**TASK BRIEF**
Write the records out again exactly as they read, dropping any picture they hold.
>>>>>
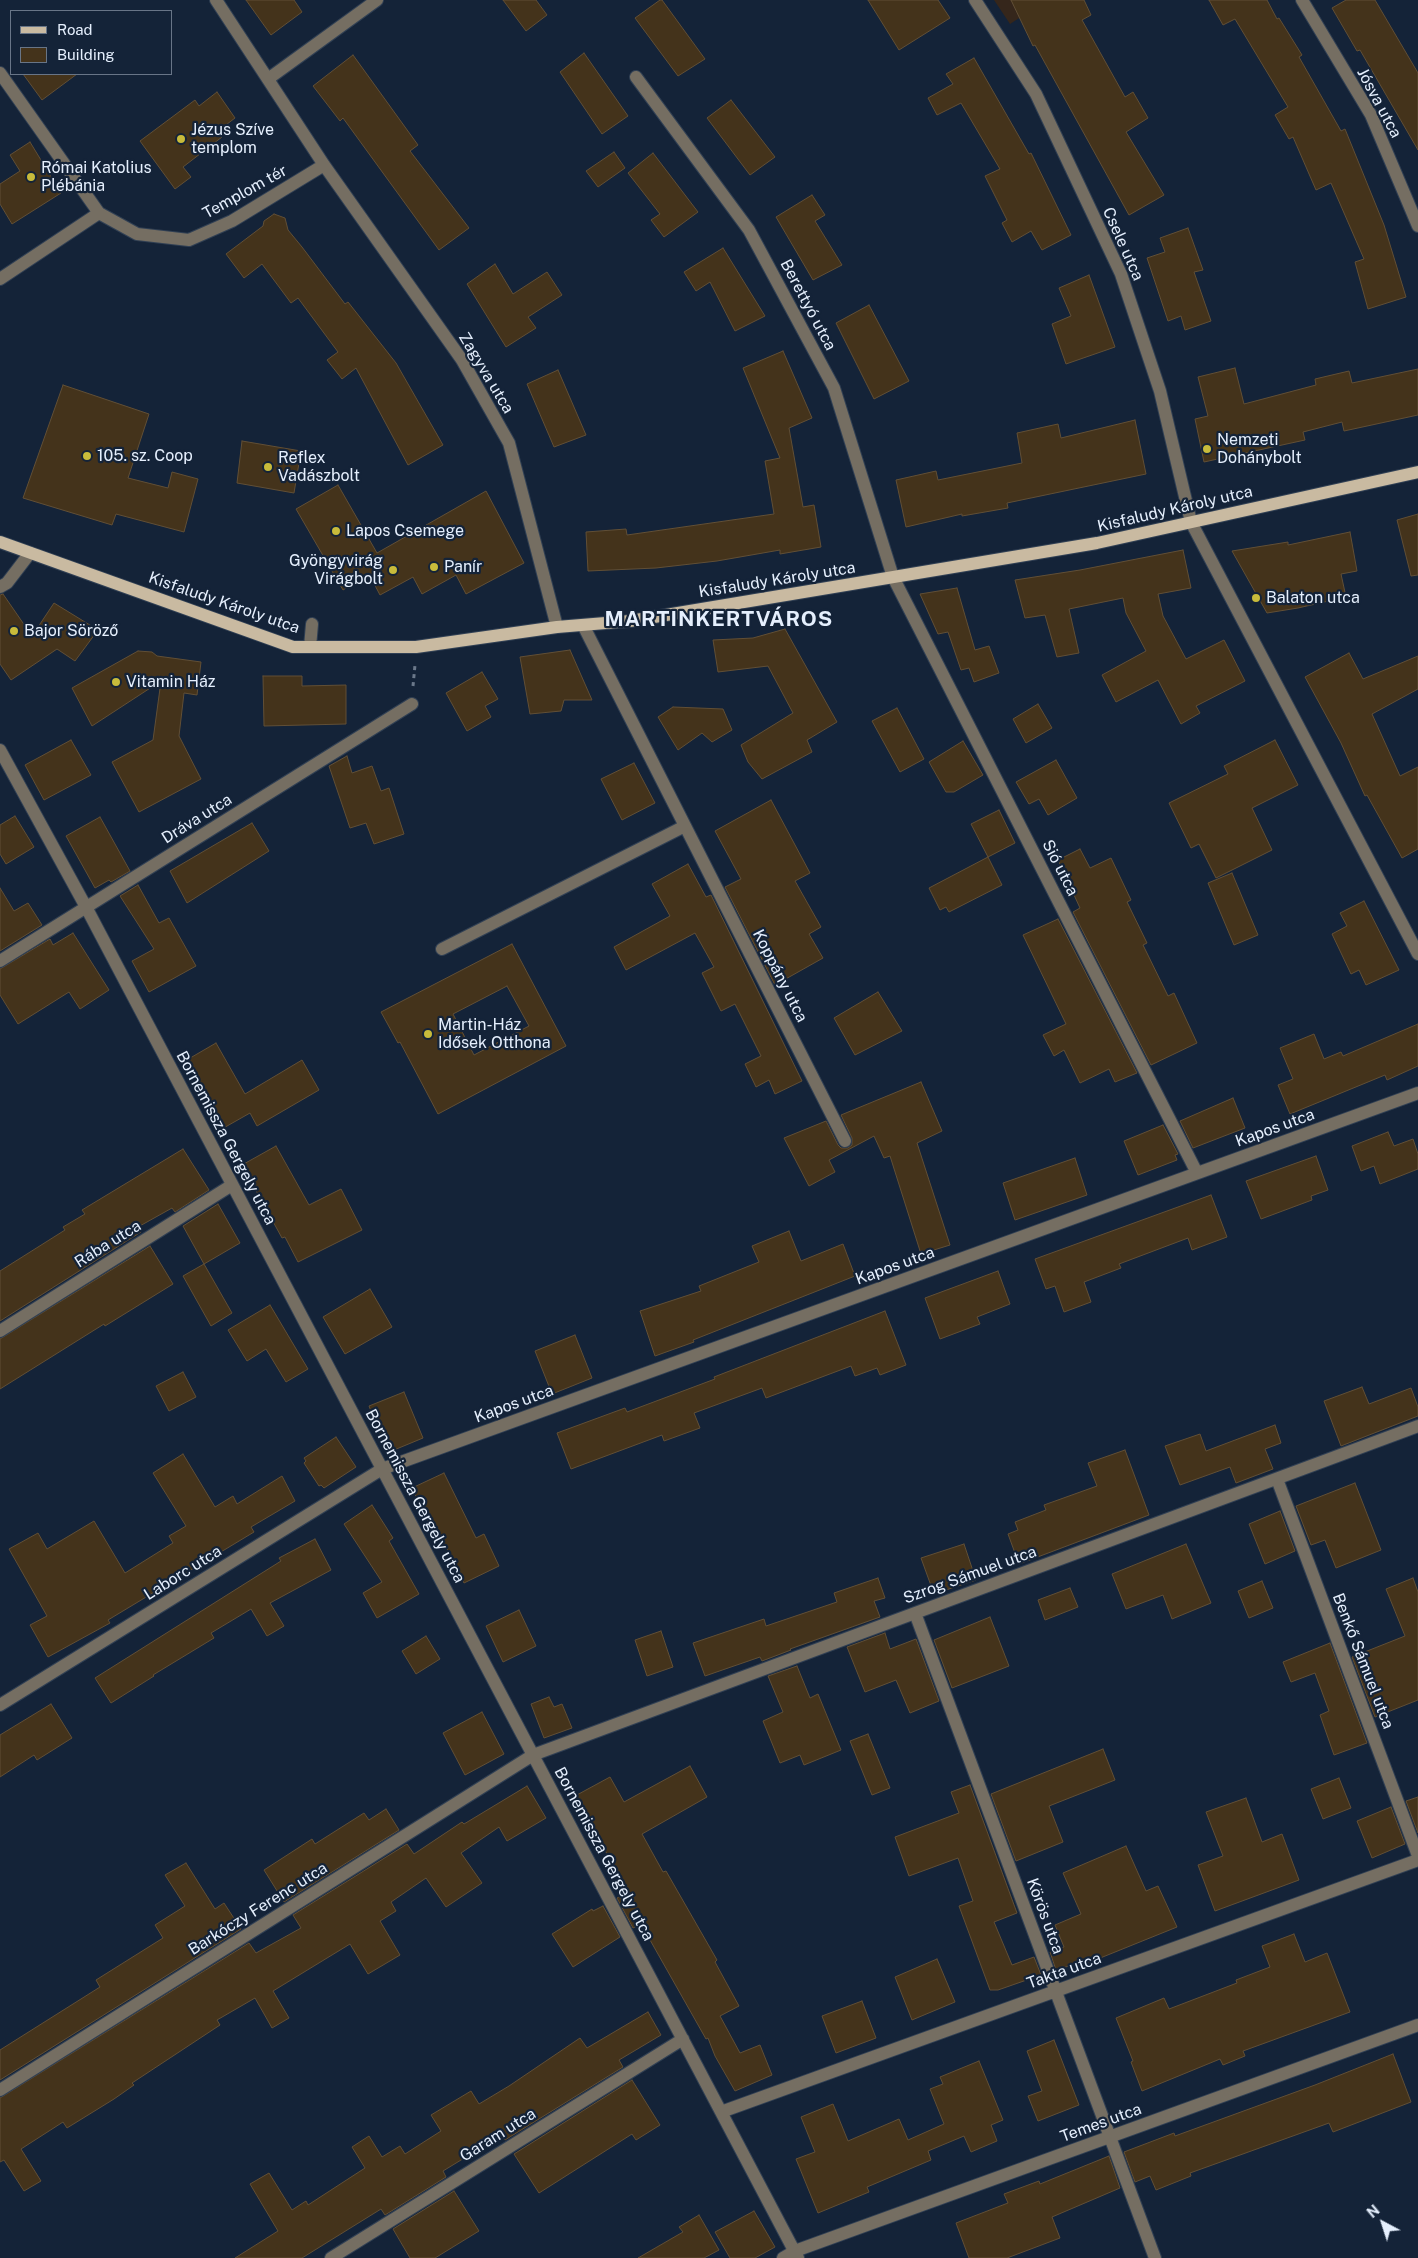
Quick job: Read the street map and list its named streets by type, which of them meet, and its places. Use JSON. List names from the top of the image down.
{
  "streets": {
    "main road": ["Kisfaludy Károly utca"],
    "street": [
      "Jósva utca",
      "Templom tér",
      "Csele utca",
      "Berettyó utca",
      "Zagyva utca",
      "Dráva utca",
      "Sió utca",
      "Koppány utca",
      "Kapos utca",
      "Bornemissza Gergely utca",
      "Rába utca",
      "Laborc utca",
      "Szrog Sámuel utca",
      "Benkő Sámuel utca",
      "Barkóczy Ferenc utca",
      "Körös utca",
      "Takta utca",
      "Temes utca",
      "Garam utca"
    ]
  },
  "crossings": [
    ["Templom tér", "Zagyva utca"],
    ["Csele utca", "Kisfaludy Károly utca"],
    ["Berettyó utca", "Kisfaludy Károly utca"],
    ["Berettyó utca", "Sió utca"],
    ["Zagyva utca", "Kisfaludy Károly utca"],
    ["Kisfaludy Károly utca", "Sió utca"],
    ["Kisfaludy Károly utca", "Koppány utca"],
    ["Dráva utca", "Bornemissza Gergely utca"],
    ["Sió utca", "Kapos utca"],
    ["Kapos utca", "Bornemissza Gergely utca"],
    ["Kapos utca", "Laborc utca"],
    ["Bornemissza Gergely utca", "Rába utca"],
    ["Bornemissza Gergely utca", "Laborc utca"],
    ["Bornemissza Gergely utca", "Szrog Sámuel utca"],
    ["Bornemissza Gergely utca", "Barkóczy Ferenc utca"],
    ["Bornemissza Gergely utca", "Takta utca"],
    ["Bornemissza Gergely utca", "Temes utca"],
    ["Bornemissza Gergely utca", "Garam utca"],
    ["Szrog Sámuel utca", "Benkő Sámuel utca"],
    ["Szrog Sámuel utca", "Barkóczy Ferenc utca"],
    ["Szrog Sámuel utca", "Körös utca"],
    ["Körös utca", "Takta utca"],
    ["Körös utca", "Temes utca"]
  ],
  "districts": ["MARTINKERTVÁROS"],
  "places": [
    "Jézus Szíve templom",
    "Római Katolius Plébánia",
    "Nemzeti Dohánybolt",
    "105. sz. Coop",
    "Reflex Vadászbolt",
    "Lapos Csemege",
    "Panír",
    "Gyöngyvirág Virágbolt",
    "Balaton utca",
    "Bajor Söröző",
    "Vitamin Ház",
    "Martin-Ház Idősek Otthona"
  ],
  "legend": ["Road", "Building"],
  "north": "top left"
}
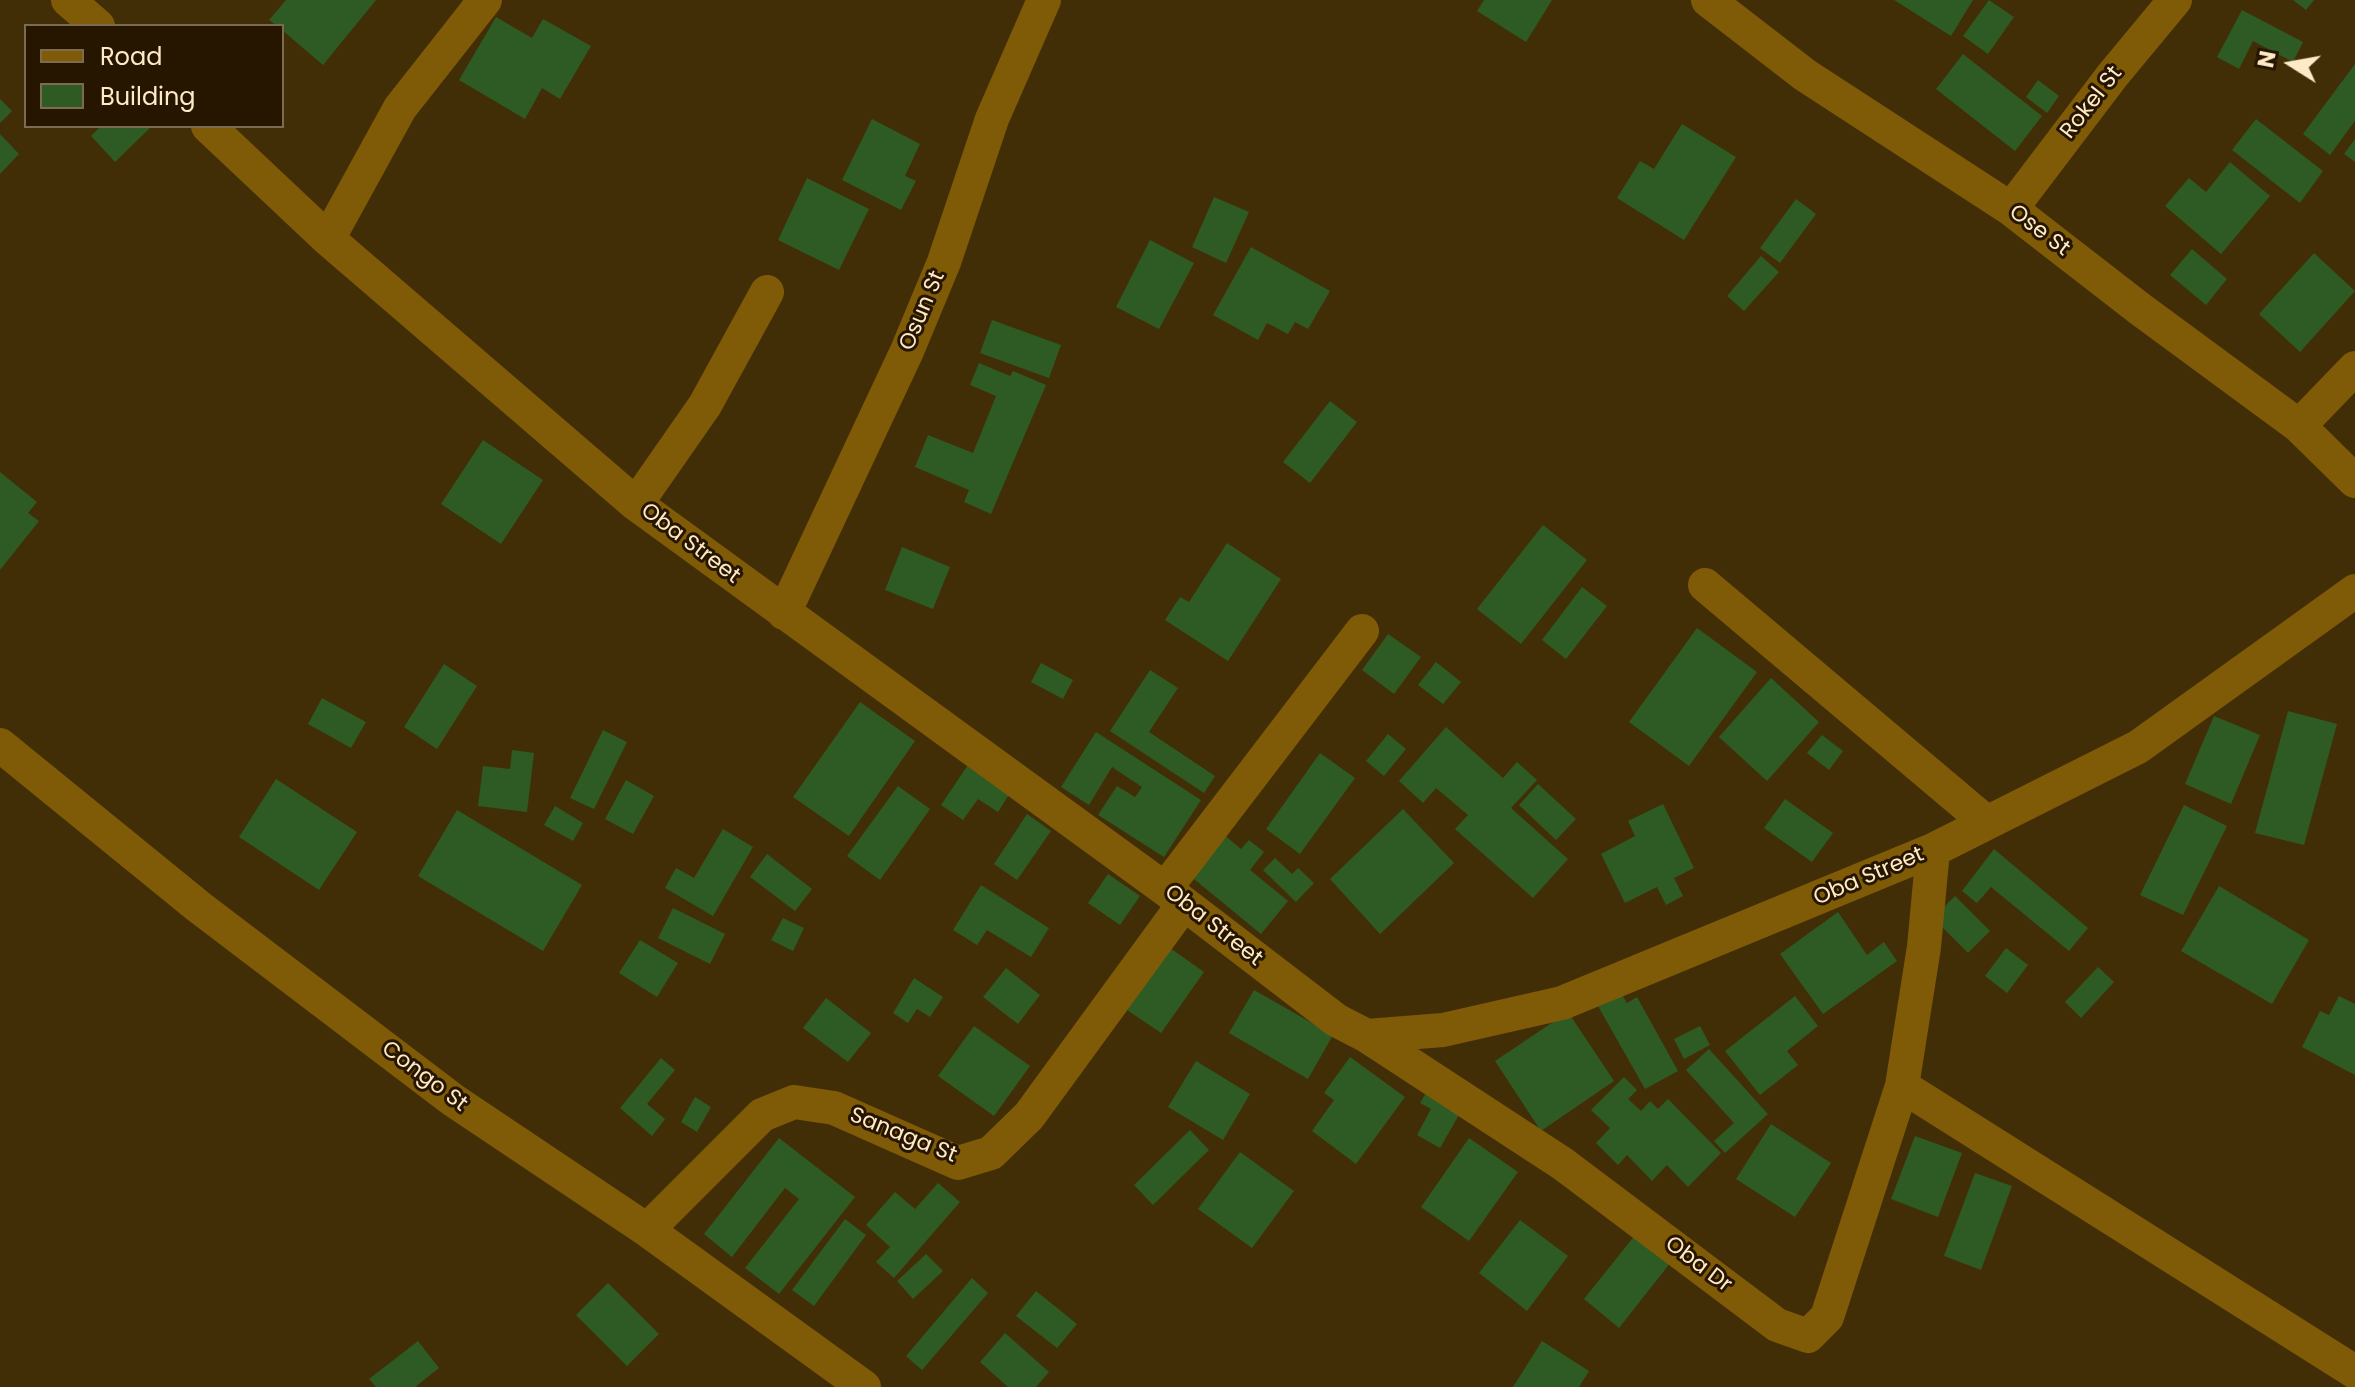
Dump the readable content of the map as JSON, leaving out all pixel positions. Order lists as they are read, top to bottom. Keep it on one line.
{"streets":{"street":["Rokel St","Ose St","Osun St","Oba Street","Congo St","Sanaga St","Oba Dr"]},"crossings":[["Rokel St","Ose St"],["Osun St","Oba Street"],["Oba Street","Sanaga St"],["Oba Street","Oba Dr"],["Congo St","Sanaga St"]],"legend":["Road","Building"],"north":"left"}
<<<<<
**RESPONSE TO THIS TASK**
Quick job: Read the street map and list its named streets by type, which of them meet, and its places. Use JSON. List names from the top of the image down.
{
  "streets": {
    "main road": ["Kisfaludy Károly utca"],
    "street": [
      "Jósva utca",
      "Templom tér",
      "Csele utca",
      "Berettyó utca",
      "Zagyva utca",
      "Dráva utca",
      "Sió utca",
      "Koppány utca",
      "Kapos utca",
      "Bornemissza Gergely utca",
      "Rába utca",
      "Laborc utca",
      "Szrog Sámuel utca",
      "Benkő Sámuel utca",
      "Barkóczy Ferenc utca",
      "Körös utca",
      "Takta utca",
      "Temes utca",
      "Garam utca"
    ]
  },
  "crossings": [
    ["Templom tér", "Zagyva utca"],
    ["Csele utca", "Kisfaludy Károly utca"],
    ["Berettyó utca", "Kisfaludy Károly utca"],
    ["Berettyó utca", "Sió utca"],
    ["Zagyva utca", "Kisfaludy Károly utca"],
    ["Kisfaludy Károly utca", "Sió utca"],
    ["Kisfaludy Károly utca", "Koppány utca"],
    ["Dráva utca", "Bornemissza Gergely utca"],
    ["Sió utca", "Kapos utca"],
    ["Kapos utca", "Bornemissza Gergely utca"],
    ["Kapos utca", "Laborc utca"],
    ["Bornemissza Gergely utca", "Rába utca"],
    ["Bornemissza Gergely utca", "Laborc utca"],
    ["Bornemissza Gergely utca", "Szrog Sámuel utca"],
    ["Bornemissza Gergely utca", "Barkóczy Ferenc utca"],
    ["Bornemissza Gergely utca", "Takta utca"],
    ["Bornemissza Gergely utca", "Temes utca"],
    ["Bornemissza Gergely utca", "Garam utca"],
    ["Szrog Sámuel utca", "Benkő Sámuel utca"],
    ["Szrog Sámuel utca", "Barkóczy Ferenc utca"],
    ["Szrog Sámuel utca", "Körös utca"],
    ["Körös utca", "Takta utca"],
    ["Körös utca", "Temes utca"]
  ],
  "districts": ["MARTINKERTVÁROS"],
  "places": [
    "Jézus Szíve templom",
    "Római Katolius Plébánia",
    "Nemzeti Dohánybolt",
    "105. sz. Coop",
    "Reflex Vadászbolt",
    "Lapos Csemege",
    "Panír",
    "Gyöngyvirág Virágbolt",
    "Balaton utca",
    "Bajor Söröző",
    "Vitamin Ház",
    "Martin-Ház Idősek Otthona"
  ],
  "legend": ["Road", "Building"],
  "north": "top left"
}
Dump the readable content of the map as JSON, leaving out all pixel positions. Order lists as they are read, top to bottom. Keep it on one line.
{"streets":{"street":["Rokel St","Ose St","Osun St","Oba Street","Congo St","Sanaga St","Oba Dr"]},"crossings":[["Rokel St","Ose St"],["Osun St","Oba Street"],["Oba Street","Sanaga St"],["Oba Street","Oba Dr"],["Congo St","Sanaga St"]],"legend":["Road","Building"],"north":"left"}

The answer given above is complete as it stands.